§ Provided material

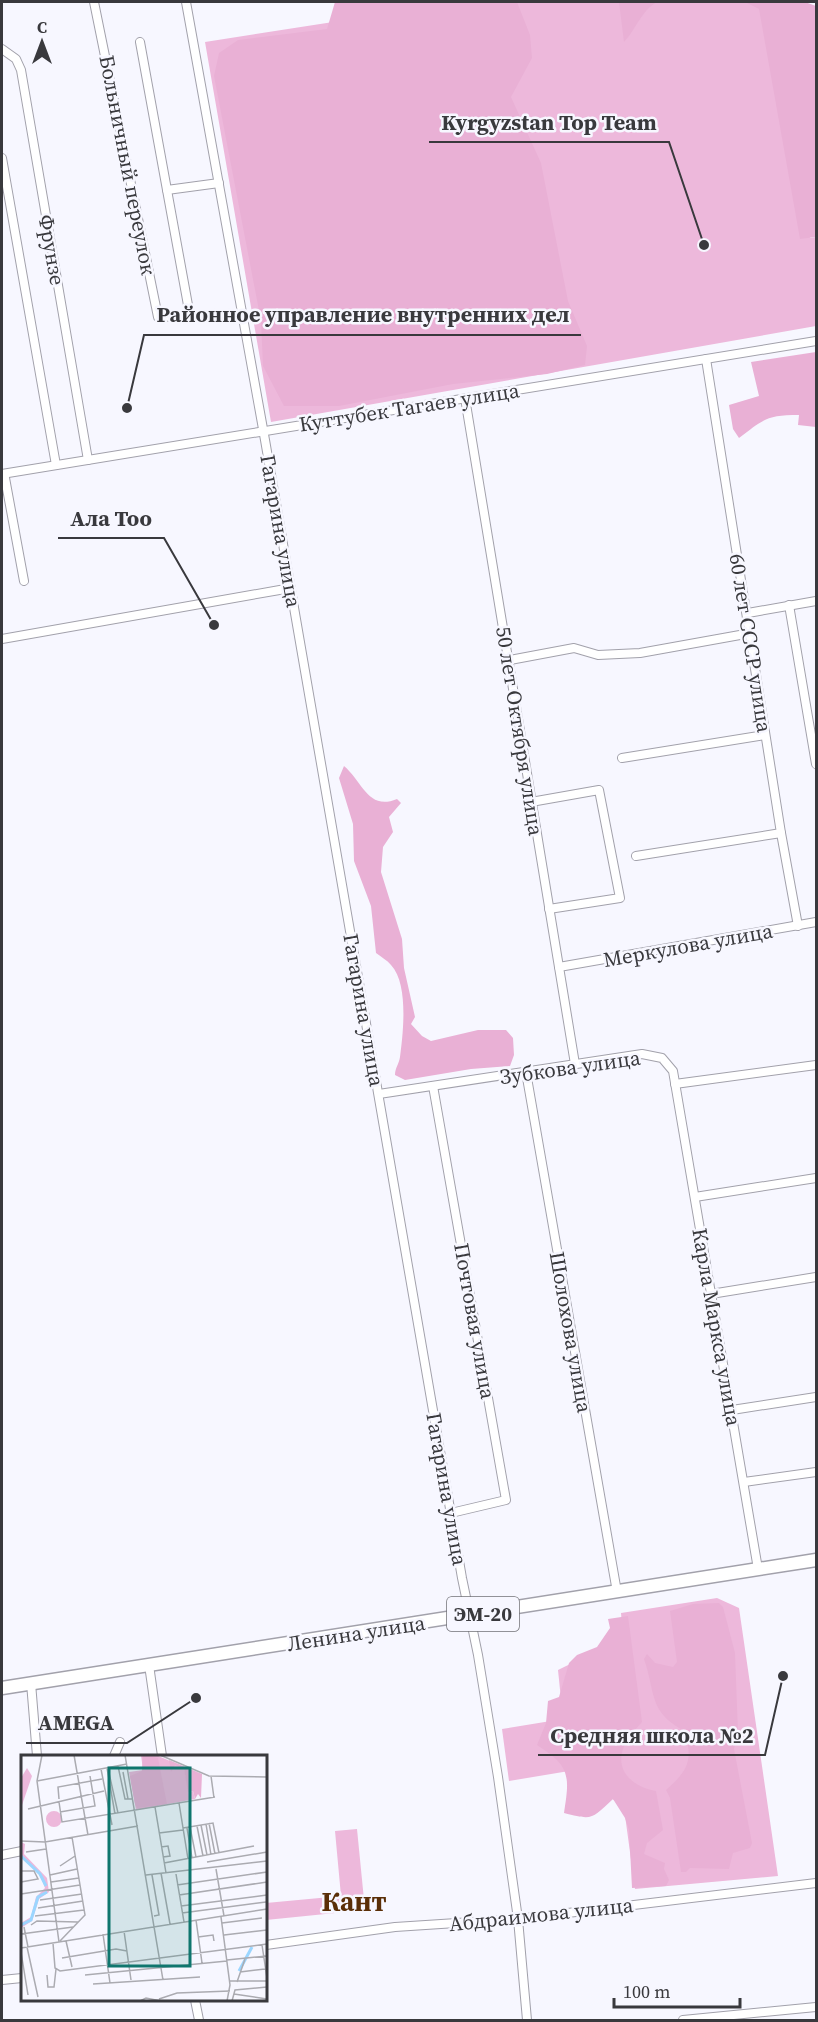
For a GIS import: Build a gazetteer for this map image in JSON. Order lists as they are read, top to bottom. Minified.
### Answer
{"streets":{"main road":["ЭМ-20","Ленина улица"],"street":["Больничный переулок","Фрунзе","Куттубек Тагаев улица","Гагарина улица","60 лет СССР улица","50 лет Октября улица","Меркулова улица","Зубкова улица","Почтовая улица","Карла Маркса улица","Шолохова улица","Абдраимова улица"]},"crossings":[["Больничный переулок","Гагарина улица"],["Фрунзе","Куттубек Тагаев улица"],["Куттубек Тагаев улица","Гагарина улица"],["Куттубек Тагаев улица","60 лет СССР улица"],["Куттубек Тагаев улица","50 лет Октября улица"],["Гагарина улица","Зубкова улица"],["Гагарина улица","Почтовая улица"],["Гагарина улица","Ленина улица"],["Гагарина улица","Абдраимова улица"],["60 лет СССР улица","Меркулова улица"],["50 лет Октября улица","Меркулова улица"],["50 лет Октября улица","Зубкова улица"],["Зубкова улица","Почтовая улица"],["Зубкова улица","Карла Маркса улица"],["Зубкова улица","Шолохова улица"],["Карла Маркса улица","Ленина улица"],["Шолохова улица","Ленина улица"]],"districts":["Кант"],"places":["Kyrgyzstan Top Team","Районное управление внутренних дел","Ала Тоо","Средняя школа №2","AMEGA"],"scale_bar":"100 m","north":"top"}
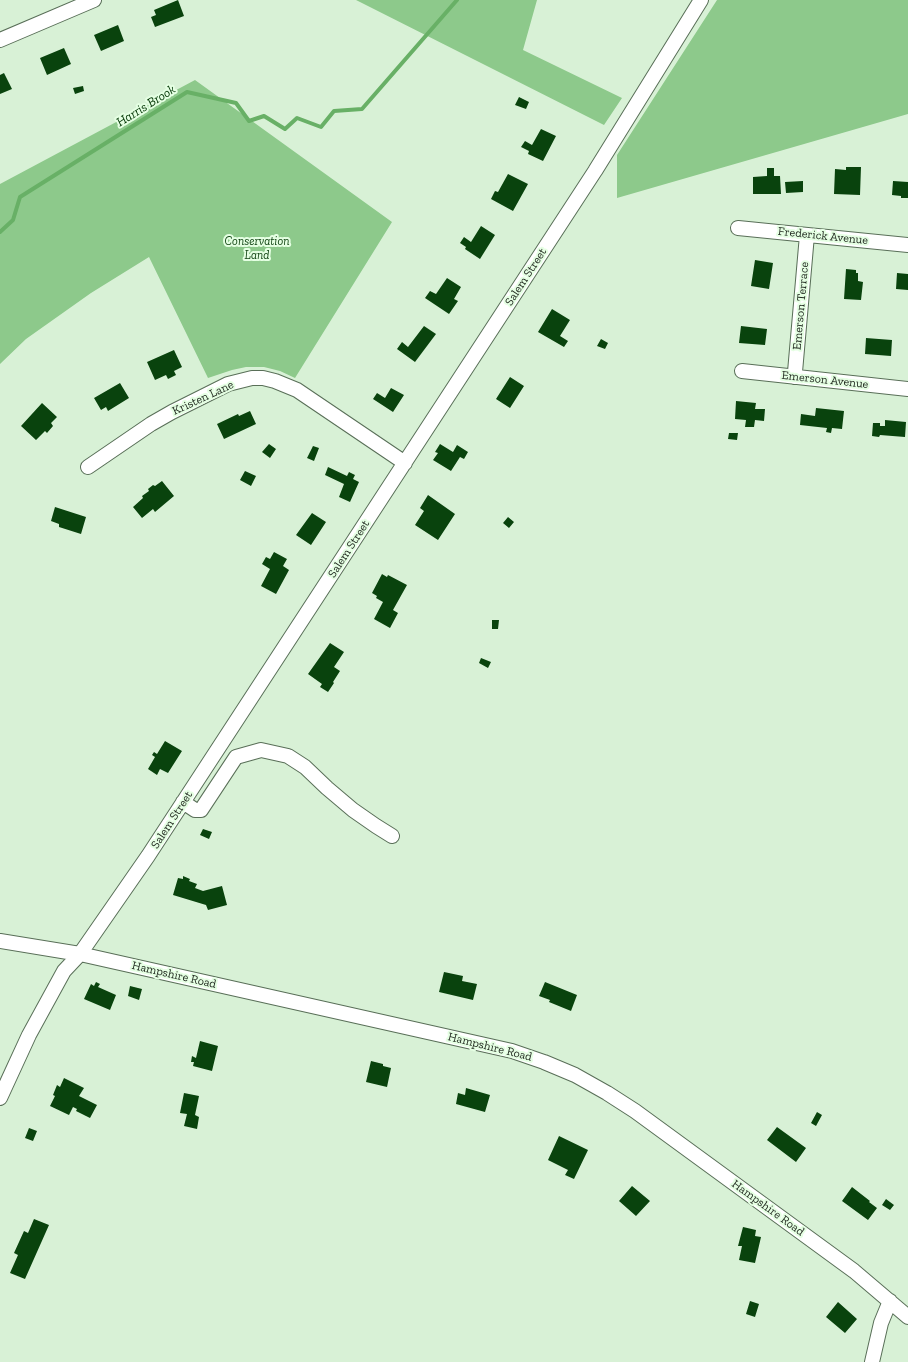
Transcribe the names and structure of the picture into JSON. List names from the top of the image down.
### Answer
{
  "streets": {
    "street": [
      "Frederick Avenue",
      "Salem Street",
      "Emerson Terrace",
      "Emerson Avenue",
      "Kristen Lane",
      "Hampshire Road"
    ]
  },
  "crossings": [
    ["Frederick Avenue", "Emerson Terrace"],
    ["Salem Street", "Kristen Lane"],
    ["Salem Street", "Hampshire Road"],
    ["Emerson Terrace", "Emerson Avenue"]
  ],
  "water": ["Harris Brook"],
  "parks": ["Conservation Land"]
}
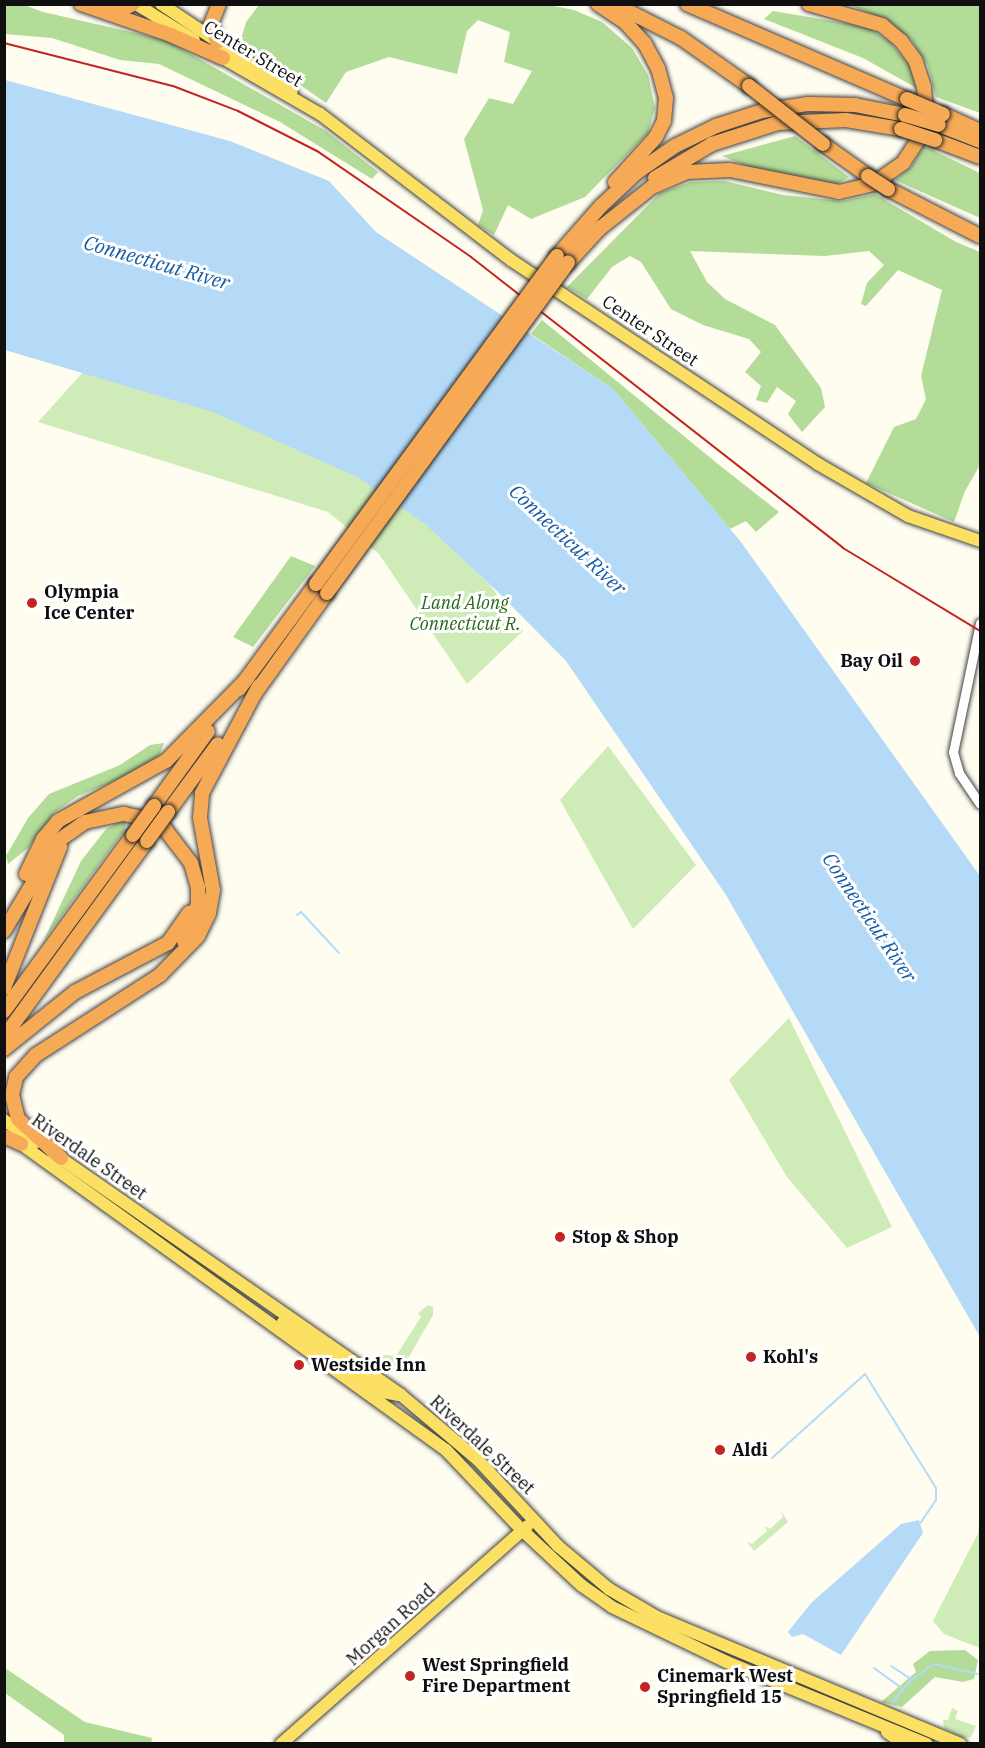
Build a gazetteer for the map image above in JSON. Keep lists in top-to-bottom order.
{
  "streets": {
    "main road": ["Center Street", "Riverdale Street", "Morgan Road"]
  },
  "crossings": [
    ["Riverdale Street", "Morgan Road"]
  ],
  "water": ["Connecticut River"],
  "parks": ["Land Along Connecticut R."],
  "places": [
    "Olympia Ice Center",
    "Bay Oil",
    "Stop & Shop",
    "Kohl's",
    "Westside Inn",
    "Aldi",
    "West Springfield Fire Department",
    "Cinemark West Springfield 15"
  ]
}
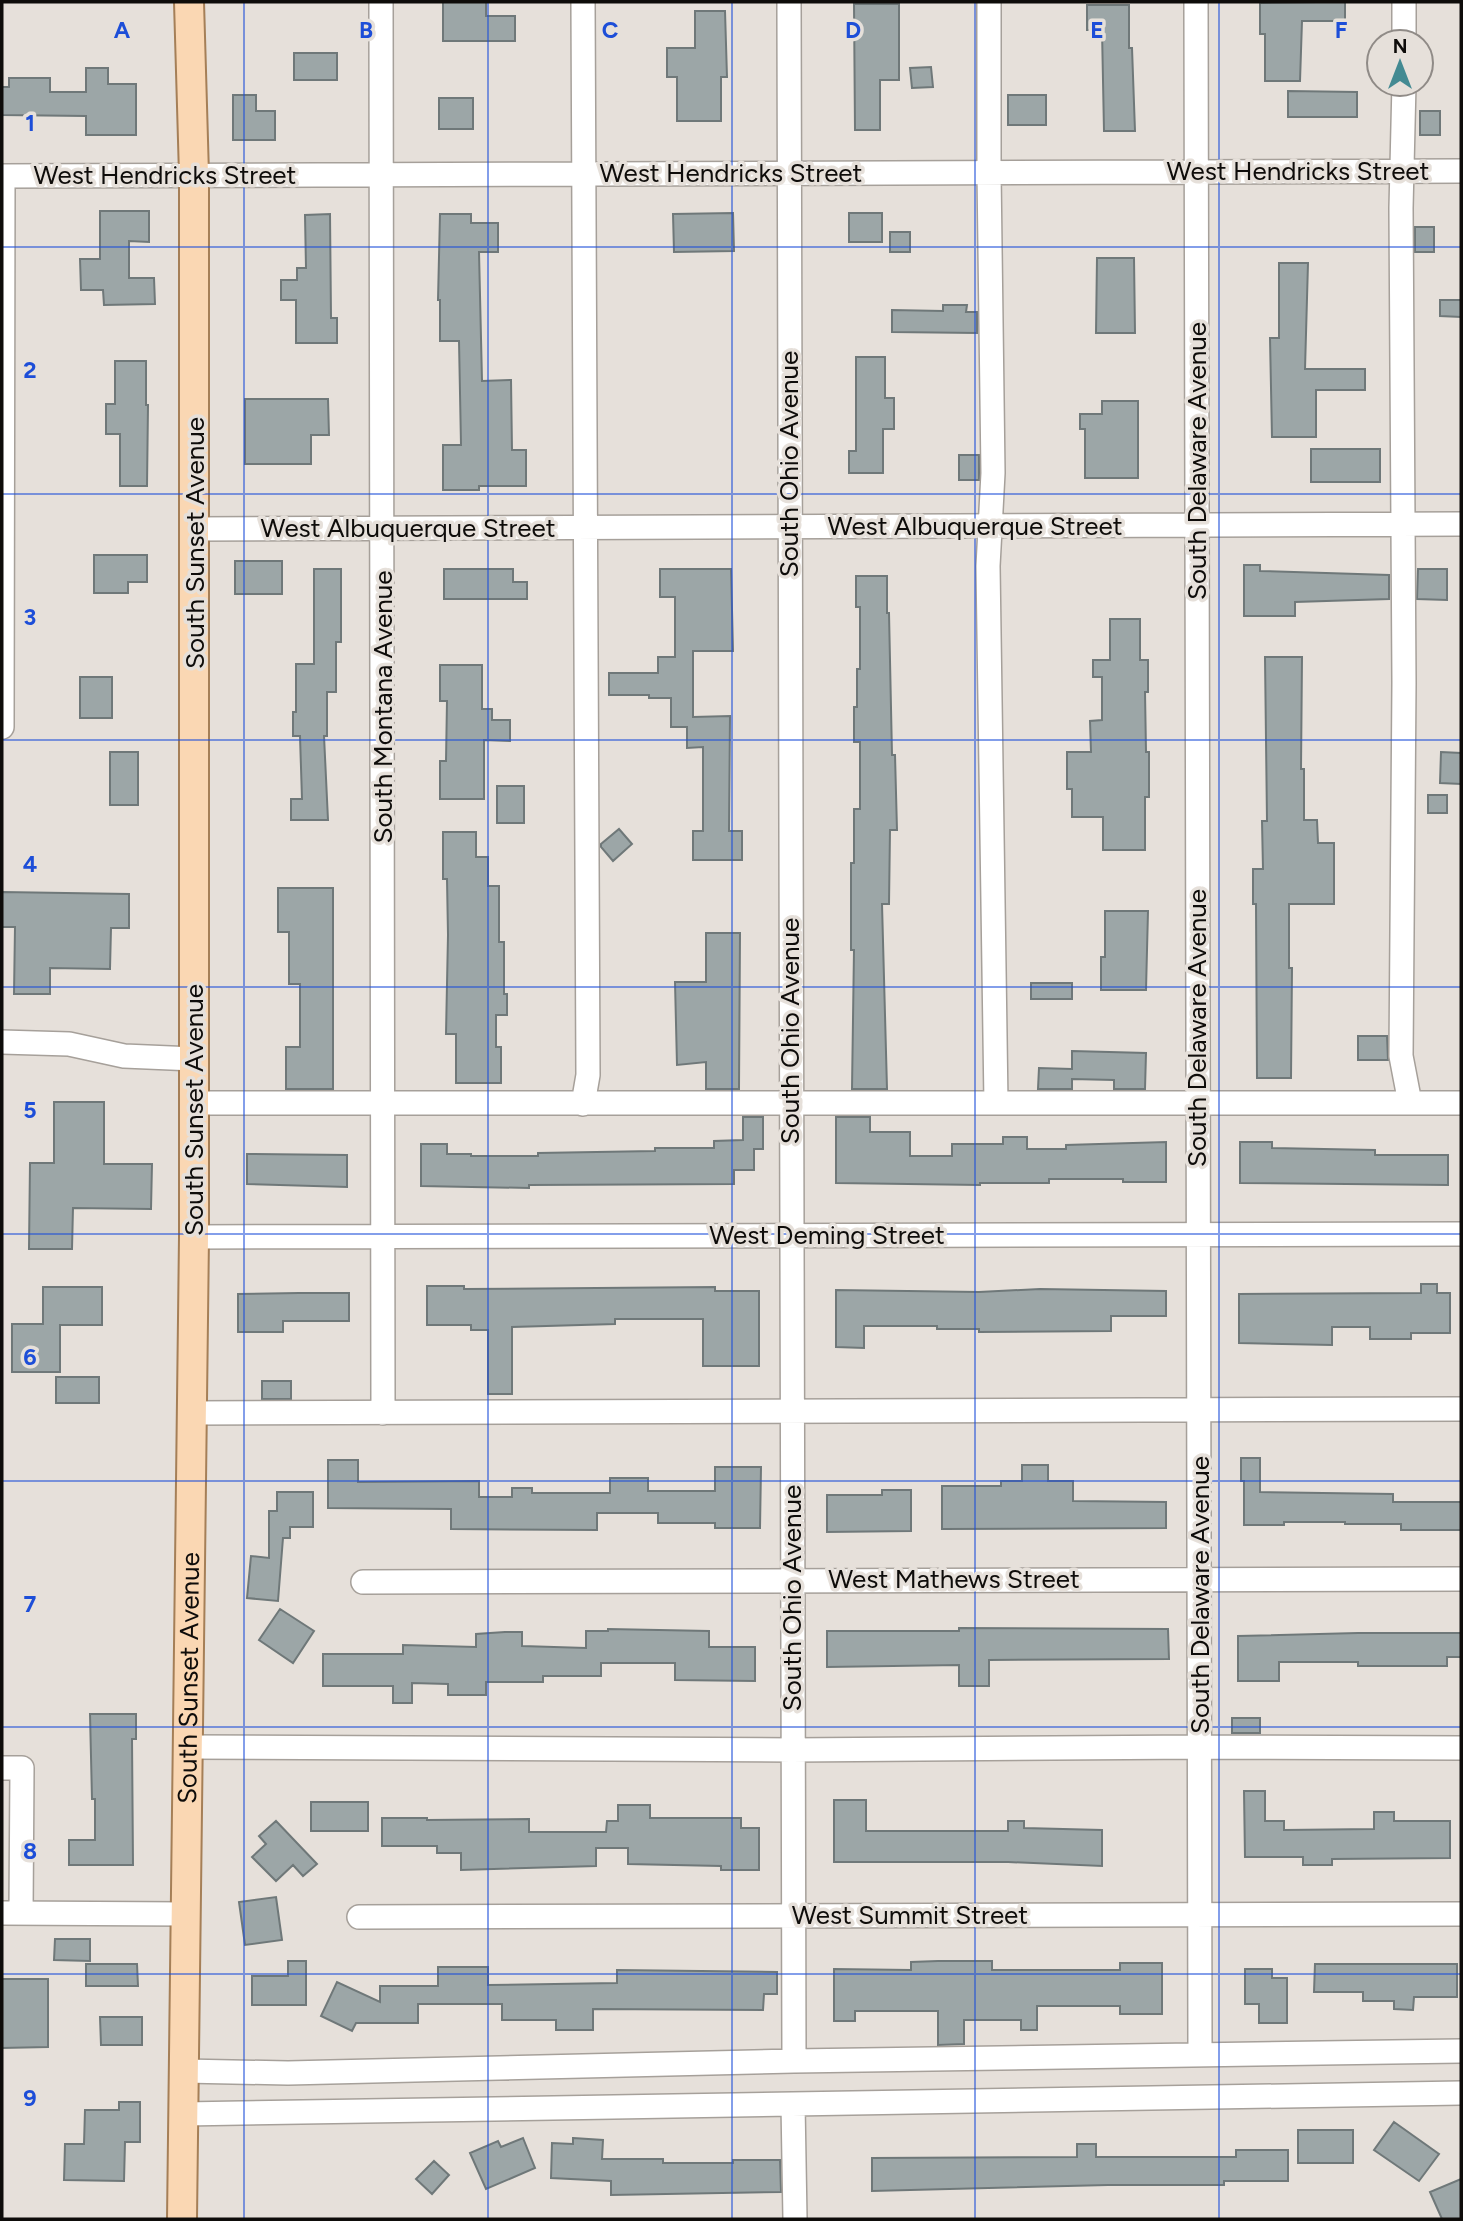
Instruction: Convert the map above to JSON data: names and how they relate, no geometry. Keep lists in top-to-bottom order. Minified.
{"streets":{"main road":["South Sunset Avenue"],"street":["West Hendricks Street","South Delaware Avenue","South Ohio Avenue","West Albuquerque Street","South Montana Avenue","West Deming Street","West Mathews Street","West Summit Street"]},"crossings":[["West Hendricks Street","South Delaware Avenue"],["West Hendricks Street","South Ohio Avenue"],["West Hendricks Street","South Sunset Avenue"],["West Hendricks Street","South Montana Avenue"],["South Delaware Avenue","West Albuquerque Street"],["South Delaware Avenue","West Deming Street"],["South Delaware Avenue","West Mathews Street"],["South Delaware Avenue","West Summit Street"],["South Ohio Avenue","West Albuquerque Street"],["South Ohio Avenue","West Deming Street"],["South Ohio Avenue","West Mathews Street"],["South Ohio Avenue","West Summit Street"],["West Albuquerque Street","South Sunset Avenue"],["West Albuquerque Street","South Montana Avenue"],["South Sunset Avenue","West Deming Street"],["South Montana Avenue","West Deming Street"]],"north":"top","grid":{"columns":["A","B","C","D","E","F"],"rows":["1","2","3","4","5","6","7","8","9"]}}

§ Problem
Take each line from the records and copy it unchanged, leaving images out.

§ Your solution
For a GIS import: Build a gazetteer for this map image in JSON. Order lists as they are read, top to bottom. Minified.
### Answer
{"streets":{"main road":["ЭМ-20","Ленина улица"],"street":["Больничный переулок","Фрунзе","Куттубек Тагаев улица","Гагарина улица","60 лет СССР улица","50 лет Октября улица","Меркулова улица","Зубкова улица","Почтовая улица","Карла Маркса улица","Шолохова улица","Абдраимова улица"]},"crossings":[["Больничный переулок","Гагарина улица"],["Фрунзе","Куттубек Тагаев улица"],["Куттубек Тагаев улица","Гагарина улица"],["Куттубек Тагаев улица","60 лет СССР улица"],["Куттубек Тагаев улица","50 лет Октября улица"],["Гагарина улица","Зубкова улица"],["Гагарина улица","Почтовая улица"],["Гагарина улица","Ленина улица"],["Гагарина улица","Абдраимова улица"],["60 лет СССР улица","Меркулова улица"],["50 лет Октября улица","Меркулова улица"],["50 лет Октября улица","Зубкова улица"],["Зубкова улица","Почтовая улица"],["Зубкова улица","Карла Маркса улица"],["Зубкова улица","Шолохова улица"],["Карла Маркса улица","Ленина улица"],["Шолохова улица","Ленина улица"]],"districts":["Кант"],"places":["Kyrgyzstan Top Team","Районное управление внутренних дел","Ала Тоо","Средняя школа №2","AMEGA"],"scale_bar":"100 m","north":"top"}
Transcribe the names and structure of the picture into JSON. List names from the top of the image down.
### Answer
{
  "streets": {
    "street": [
      "Frederick Avenue",
      "Salem Street",
      "Emerson Terrace",
      "Emerson Avenue",
      "Kristen Lane",
      "Hampshire Road"
    ]
  },
  "crossings": [
    ["Frederick Avenue", "Emerson Terrace"],
    ["Salem Street", "Kristen Lane"],
    ["Salem Street", "Hampshire Road"],
    ["Emerson Terrace", "Emerson Avenue"]
  ],
  "water": ["Harris Brook"],
  "parks": ["Conservation Land"]
}
Build a gazetteer for the map image above in JSON. Keep lists in top-to-bottom order.
{
  "streets": {
    "main road": ["Center Street", "Riverdale Street", "Morgan Road"]
  },
  "crossings": [
    ["Riverdale Street", "Morgan Road"]
  ],
  "water": ["Connecticut River"],
  "parks": ["Land Along Connecticut R."],
  "places": [
    "Olympia Ice Center",
    "Bay Oil",
    "Stop & Shop",
    "Kohl's",
    "Westside Inn",
    "Aldi",
    "West Springfield Fire Department",
    "Cinemark West Springfield 15"
  ]
}
Instruction: Convert the map above to JSON data: names and how they relate, no geometry. Keep lists in top-to-bottom order. Minified.
{"streets":{"main road":["South Sunset Avenue"],"street":["West Hendricks Street","South Delaware Avenue","South Ohio Avenue","West Albuquerque Street","South Montana Avenue","West Deming Street","West Mathews Street","West Summit Street"]},"crossings":[["West Hendricks Street","South Delaware Avenue"],["West Hendricks Street","South Ohio Avenue"],["West Hendricks Street","South Sunset Avenue"],["West Hendricks Street","South Montana Avenue"],["South Delaware Avenue","West Albuquerque Street"],["South Delaware Avenue","West Deming Street"],["South Delaware Avenue","West Mathews Street"],["South Delaware Avenue","West Summit Street"],["South Ohio Avenue","West Albuquerque Street"],["South Ohio Avenue","West Deming Street"],["South Ohio Avenue","West Mathews Street"],["South Ohio Avenue","West Summit Street"],["West Albuquerque Street","South Sunset Avenue"],["West Albuquerque Street","South Montana Avenue"],["South Sunset Avenue","West Deming Street"],["South Montana Avenue","West Deming Street"]],"north":"top","grid":{"columns":["A","B","C","D","E","F"],"rows":["1","2","3","4","5","6","7","8","9"]}}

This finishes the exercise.